My name is Brion Vibber, I'm the Chief Technical Officer of Wikimedia Foundation. So I've been working on the software that we use to run the site and on maintaining the site itself for about the last four years, initially as just a volunteer working on things like the software, all under an open-source development model, and then, last year, I got hired to work full time on that. So I've been doing that ever since.

”

About the Wikimedia Foundation

“

The Wikimedia Foundation is a non-profit corporation. It's based in Florida. There is about 3½ employees now, I think. There's myself and another programmer; we have a guy who comes in half-time to work on the servers, then we have a guy in the office who works on paperwork and handling the phones and taking complaints and things of that nature, and then, another person in the office, part time, for some things. And that's about it as far as employees go. Most of our income comes from donations—we run a fundraiser couple of times a year—and we bring in enough to keep the site running; primarily goes out to adding more servers to handle the increasing load, because our popularity level and web traffic just keep going up. If you go to the comparative website traffic graphs on Alexa Internet (it's an Amazon service; I think it's alexa.com) they have this neat little service where you can compare the relative traffic any site to any other site. So it's kind of frightening to compare us to CNN or something, and, see, CNN is—you know—they have a lot of traffic but it's kind of steady, and our traffic is kind of going up and up and up and up; it's really kind of frightening, but it's very exciting as well. So we're trying to keep up with traffic. It's mostly adding hardware to maintain that, and a couple of people. Right now, we have about a hundred application servers and about a dozen database servers, and we also have several off-site proxy cache servers in Netherlands and Korea, which speed up access to Europe and Asia. And that's Wikipedia and several of its sister sites—We have the Wiktionary dictionary; Wikimedia Commons is our multimedia repository, so it's mostly a lot of photographs under Open Content License, Creative Commons, public domain, that sort of thing. So then, those are used in Wikipedia but also on some other sites. [Speaker B: Wikiquotes [sic]] Exactly.

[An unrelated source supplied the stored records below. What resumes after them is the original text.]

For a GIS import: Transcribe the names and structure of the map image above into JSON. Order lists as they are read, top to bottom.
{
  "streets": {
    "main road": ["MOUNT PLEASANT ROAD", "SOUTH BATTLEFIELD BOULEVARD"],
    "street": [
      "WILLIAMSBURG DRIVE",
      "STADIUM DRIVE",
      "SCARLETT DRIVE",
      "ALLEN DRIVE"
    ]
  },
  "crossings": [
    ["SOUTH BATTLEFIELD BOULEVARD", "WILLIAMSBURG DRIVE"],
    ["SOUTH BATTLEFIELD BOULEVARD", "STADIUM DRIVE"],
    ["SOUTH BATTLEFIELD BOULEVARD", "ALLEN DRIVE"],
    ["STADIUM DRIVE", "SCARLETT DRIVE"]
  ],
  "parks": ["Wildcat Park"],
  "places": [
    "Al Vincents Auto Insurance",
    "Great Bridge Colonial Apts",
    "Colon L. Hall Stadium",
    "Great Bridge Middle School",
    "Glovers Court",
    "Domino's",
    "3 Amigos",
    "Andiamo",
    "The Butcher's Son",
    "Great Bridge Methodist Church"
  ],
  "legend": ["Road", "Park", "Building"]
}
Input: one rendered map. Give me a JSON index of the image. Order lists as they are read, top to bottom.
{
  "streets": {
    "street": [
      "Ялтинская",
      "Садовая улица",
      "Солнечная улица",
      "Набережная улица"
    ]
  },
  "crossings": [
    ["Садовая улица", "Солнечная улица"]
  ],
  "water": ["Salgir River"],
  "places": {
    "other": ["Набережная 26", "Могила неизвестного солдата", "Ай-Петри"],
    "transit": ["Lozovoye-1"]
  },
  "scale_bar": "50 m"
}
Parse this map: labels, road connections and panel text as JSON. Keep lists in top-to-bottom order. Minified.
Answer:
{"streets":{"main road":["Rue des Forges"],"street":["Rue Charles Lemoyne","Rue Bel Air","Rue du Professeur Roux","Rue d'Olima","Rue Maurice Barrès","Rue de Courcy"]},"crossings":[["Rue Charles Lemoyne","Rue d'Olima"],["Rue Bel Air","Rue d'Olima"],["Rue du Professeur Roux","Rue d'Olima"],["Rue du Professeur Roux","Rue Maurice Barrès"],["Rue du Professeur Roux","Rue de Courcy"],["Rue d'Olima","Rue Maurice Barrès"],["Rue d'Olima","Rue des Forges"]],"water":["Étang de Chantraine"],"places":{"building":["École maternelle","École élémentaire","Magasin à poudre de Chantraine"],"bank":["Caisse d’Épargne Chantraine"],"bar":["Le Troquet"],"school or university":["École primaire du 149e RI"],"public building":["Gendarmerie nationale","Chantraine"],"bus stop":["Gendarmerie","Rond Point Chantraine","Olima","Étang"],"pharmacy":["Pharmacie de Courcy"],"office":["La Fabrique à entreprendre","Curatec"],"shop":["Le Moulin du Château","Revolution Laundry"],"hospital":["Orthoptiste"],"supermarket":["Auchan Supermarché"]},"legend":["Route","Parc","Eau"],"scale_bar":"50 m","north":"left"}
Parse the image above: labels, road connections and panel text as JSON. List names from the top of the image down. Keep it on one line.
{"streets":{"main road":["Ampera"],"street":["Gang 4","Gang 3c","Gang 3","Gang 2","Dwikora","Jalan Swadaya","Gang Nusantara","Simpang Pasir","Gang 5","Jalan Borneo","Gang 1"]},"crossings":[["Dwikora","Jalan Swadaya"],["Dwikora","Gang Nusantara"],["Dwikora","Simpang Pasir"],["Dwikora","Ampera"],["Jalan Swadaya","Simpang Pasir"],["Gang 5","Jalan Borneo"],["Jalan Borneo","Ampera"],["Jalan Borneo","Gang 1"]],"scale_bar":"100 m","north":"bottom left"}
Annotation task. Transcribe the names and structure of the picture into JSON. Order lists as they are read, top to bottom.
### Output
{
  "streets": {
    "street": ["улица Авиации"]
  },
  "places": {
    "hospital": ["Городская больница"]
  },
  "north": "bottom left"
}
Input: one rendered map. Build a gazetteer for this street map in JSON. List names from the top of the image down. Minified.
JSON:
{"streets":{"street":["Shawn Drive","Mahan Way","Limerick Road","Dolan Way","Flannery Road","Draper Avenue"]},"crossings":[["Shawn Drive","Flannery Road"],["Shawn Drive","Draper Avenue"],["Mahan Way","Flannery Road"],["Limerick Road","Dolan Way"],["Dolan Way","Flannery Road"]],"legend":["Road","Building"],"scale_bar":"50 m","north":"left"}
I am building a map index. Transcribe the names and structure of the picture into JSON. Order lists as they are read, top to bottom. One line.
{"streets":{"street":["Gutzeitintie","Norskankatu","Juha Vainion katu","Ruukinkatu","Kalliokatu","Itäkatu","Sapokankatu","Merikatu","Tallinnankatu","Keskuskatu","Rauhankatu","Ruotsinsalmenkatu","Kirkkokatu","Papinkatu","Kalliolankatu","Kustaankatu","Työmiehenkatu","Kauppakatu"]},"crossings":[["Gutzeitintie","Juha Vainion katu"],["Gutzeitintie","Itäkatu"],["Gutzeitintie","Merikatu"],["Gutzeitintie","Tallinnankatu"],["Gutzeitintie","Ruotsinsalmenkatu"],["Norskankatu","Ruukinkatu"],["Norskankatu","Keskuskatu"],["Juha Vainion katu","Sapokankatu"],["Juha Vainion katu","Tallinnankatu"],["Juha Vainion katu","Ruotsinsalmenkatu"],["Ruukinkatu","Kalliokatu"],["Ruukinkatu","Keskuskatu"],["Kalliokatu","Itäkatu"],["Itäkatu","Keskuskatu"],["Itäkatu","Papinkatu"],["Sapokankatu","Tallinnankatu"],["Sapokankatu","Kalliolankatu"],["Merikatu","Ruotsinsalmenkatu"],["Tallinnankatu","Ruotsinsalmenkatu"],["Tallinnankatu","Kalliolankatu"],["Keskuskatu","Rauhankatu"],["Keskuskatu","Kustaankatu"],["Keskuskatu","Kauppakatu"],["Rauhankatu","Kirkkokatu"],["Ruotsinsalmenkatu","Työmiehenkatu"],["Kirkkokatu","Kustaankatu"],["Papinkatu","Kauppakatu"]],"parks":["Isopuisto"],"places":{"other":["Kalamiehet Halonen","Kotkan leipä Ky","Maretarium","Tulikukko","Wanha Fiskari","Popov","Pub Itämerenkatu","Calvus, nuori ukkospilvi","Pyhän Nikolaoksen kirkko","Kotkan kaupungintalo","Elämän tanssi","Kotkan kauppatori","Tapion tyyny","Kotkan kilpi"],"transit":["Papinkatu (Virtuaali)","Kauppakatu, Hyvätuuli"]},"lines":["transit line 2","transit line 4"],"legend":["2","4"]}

But we have recently split the back-end database for the English-language Wikipedia, which is our largest site. But that's totally transparent from the outside. That's just—we have—you know—one master database server and then another master database server, and they're just churning around lots of data. Then we also have four Asian wikis, which we actually host separately. The Japanese, Korean, Malay, and Thai Wikipedias are actually hosted on our servers in Korea. And that's partly an experiment in being able to maintain a second data center, for—you know—as we continue to expand, eventually we're gonna have to move more things out, and that sort of keeps things working.

”

About MediaWiki

“

Well our wiki software, which runs Wikipedia, is called MediaWiki, and it's an open-source program under the GPL license, so it's available for free. Anyone can use it. There are thousands of both public and private sites using it. If you go around to the various companies here and ask them about it, a fair amount of companies are using a MediaWiki site internally. A lot of others are also using different wikis. So there's many different programs for this [Speaker B, mostly unintelligible].

Some of them are more commercial; some of them are more non-commercial. Ours is primarily non-commercial, but we do get used in companies. One thing that we're going to be looking at is how we can help to serve them as well. So, we might at some point start offering some consulting and support for that.

”

What is Wikipedia?

“

Wikipedia, as a sort of the idea of it, is to be very open to accepting contributions, to the point that a lot of material can be put together very quickly, and it can be updated immediately when events change. For instance, when something important happens in current events, we have an article on it right away. In a more traditional encyclopedia, it might be—you know—the next year they have a yearly update that has it; it's not really in a standard version for years and years yet. But of course, the flip side of that is: Because it is so very easy to contribute something, it's also very easy to contribute something that's not totally accurate. So, there is a bit of a need to have other people go through and do some fact-checking and some reviewing. [Speaker B: So, how do you make sure of that fact checking?]

”

How do you prevent inaccuracies?

“

Now, at the moment, it's primarily just a matter of community self-policing. Because you have a lot of other people working on those same articles, and as one person adds something, somebody else takes a look at it... if it's maybe not totally accurate, might be not totally sourced, it'll get filtered out, or they'll go back to try and find more information. But that doesn't always happen immediately. Sometimes, it maybe takes a few months, in the worst cases, to identify that—you know—"This problem is an error. This article is kind of problematic". But at the moment, all of our articles are in a work-in-progress state. So, we can't really guarantee anything at a particular time.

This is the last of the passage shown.